En esta carrera, quien busca el fortalecimiento es él, para él y después el partido. La pregunta es por qué. Una respuesta puede encontrarse en julio de hace dos años, cuando la Fiscalía General de la República anunció que había abierto una investigación por los posibles delitos de tráfico de influencias, desvío de fondos federales, lavado de dinero, enriquecimiento ilícito y fraude fiscal cuando era gobernador de Campeche, lo que lo llevaría a la cárcel en caso de ser encontrado culpable. Varios de estos, como enriquecimiento inexplicable y tráfico de influencias, son muy visibles, por el nepotismo cuando gobernó y por la obscena riqueza de sus propiedades que se hicieron públicas, sin que hubiera una explicación sobre el origen del dinero para adquirirlas.
La investigación se congeló porque el presidente Andrés Manuel López Obrador así lo dispuso. Moreno, como control de daños, elevó su crítica al gobierno y empezó a construir un alegato de venganza política en caso de que la pesquisa avanzara y le giraran una orden de aprehensión. Sin embargo, haber frenado a la Fiscalía no significa que se sobreseyó el caso. En cualquier momento puede reactivarse y su libertad volver a ponerse en vilo. «Alito» sabe que tiene la cabeza en la guillotina, pero tiene una pequeña palanca que le permite ver horizontes favorables para él, los votos que necesita López Obrador para obtener la mayoría calificada en el Senado y que se aprueben sus reformas constitucionales.

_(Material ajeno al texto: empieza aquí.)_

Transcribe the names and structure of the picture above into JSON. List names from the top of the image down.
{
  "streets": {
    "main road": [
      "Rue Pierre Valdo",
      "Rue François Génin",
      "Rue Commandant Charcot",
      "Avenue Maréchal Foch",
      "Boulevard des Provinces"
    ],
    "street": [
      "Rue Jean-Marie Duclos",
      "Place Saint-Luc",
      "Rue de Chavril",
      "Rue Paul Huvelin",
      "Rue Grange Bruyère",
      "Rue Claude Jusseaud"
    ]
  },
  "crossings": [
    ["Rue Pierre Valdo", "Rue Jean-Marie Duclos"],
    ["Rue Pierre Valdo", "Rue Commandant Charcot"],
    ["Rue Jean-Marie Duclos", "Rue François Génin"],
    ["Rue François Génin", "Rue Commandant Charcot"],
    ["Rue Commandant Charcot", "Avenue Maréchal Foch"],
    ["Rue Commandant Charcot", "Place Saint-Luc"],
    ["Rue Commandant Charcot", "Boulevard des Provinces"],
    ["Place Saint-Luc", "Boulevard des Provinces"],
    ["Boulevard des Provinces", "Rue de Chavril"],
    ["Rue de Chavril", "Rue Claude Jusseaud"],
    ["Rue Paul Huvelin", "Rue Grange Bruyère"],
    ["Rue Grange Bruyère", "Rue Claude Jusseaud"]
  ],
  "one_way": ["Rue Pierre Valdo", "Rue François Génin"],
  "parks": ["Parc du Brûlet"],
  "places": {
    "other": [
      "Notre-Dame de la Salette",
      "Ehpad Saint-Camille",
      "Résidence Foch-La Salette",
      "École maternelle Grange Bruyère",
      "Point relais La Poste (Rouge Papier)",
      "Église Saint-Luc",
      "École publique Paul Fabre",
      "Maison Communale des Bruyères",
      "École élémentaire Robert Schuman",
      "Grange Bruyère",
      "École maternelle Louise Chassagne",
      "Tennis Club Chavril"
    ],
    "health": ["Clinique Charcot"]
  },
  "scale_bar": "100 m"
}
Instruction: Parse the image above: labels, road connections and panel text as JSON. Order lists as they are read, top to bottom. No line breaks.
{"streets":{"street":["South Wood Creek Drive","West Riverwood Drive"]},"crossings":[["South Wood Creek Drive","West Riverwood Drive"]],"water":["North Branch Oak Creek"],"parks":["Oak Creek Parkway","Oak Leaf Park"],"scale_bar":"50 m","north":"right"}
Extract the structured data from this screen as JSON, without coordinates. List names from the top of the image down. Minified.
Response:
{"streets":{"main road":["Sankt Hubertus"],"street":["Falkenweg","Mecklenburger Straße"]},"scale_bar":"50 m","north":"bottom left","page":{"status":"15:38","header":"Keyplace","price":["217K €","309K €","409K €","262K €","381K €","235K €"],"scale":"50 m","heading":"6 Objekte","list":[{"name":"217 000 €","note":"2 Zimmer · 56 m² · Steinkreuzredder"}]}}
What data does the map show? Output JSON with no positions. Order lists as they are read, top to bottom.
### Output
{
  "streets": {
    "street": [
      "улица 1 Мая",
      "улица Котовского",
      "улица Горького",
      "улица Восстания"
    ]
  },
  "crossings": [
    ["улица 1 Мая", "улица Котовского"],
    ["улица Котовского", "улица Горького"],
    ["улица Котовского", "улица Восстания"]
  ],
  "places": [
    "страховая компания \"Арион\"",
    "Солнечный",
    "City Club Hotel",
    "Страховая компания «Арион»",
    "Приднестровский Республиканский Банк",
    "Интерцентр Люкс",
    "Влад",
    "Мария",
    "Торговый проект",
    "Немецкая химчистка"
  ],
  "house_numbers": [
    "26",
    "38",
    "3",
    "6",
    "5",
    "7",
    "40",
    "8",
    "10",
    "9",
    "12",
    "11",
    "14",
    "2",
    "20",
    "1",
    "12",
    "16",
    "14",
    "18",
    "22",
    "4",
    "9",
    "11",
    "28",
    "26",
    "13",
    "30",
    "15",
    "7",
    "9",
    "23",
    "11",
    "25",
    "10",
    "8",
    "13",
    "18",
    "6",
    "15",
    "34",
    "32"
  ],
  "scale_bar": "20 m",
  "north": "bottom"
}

De mantenerse el reparto de diputaciones y senadurías que perfilan los resultados electorales, López Obrador tendrá la mayoría calificada en el Congreso y estará a dos escaños de alcanzarla en el Senado. «Alito» se ha vacunado y afirma que no votarán la reforma judicial, la que más quiere el Presidente, pero muchas cosas ha dicho antes y ha rectificado. Hoy, sus gritos contra López Obrador para defenderse de las acusaciones en su contra, las ha reorientado contra los priistas pero por las mismas razones, para debilitarlos. ¿Prepara el voto a favor del Presidente? Es posible. La traición la conoce bien y hasta ahora ha caído parado.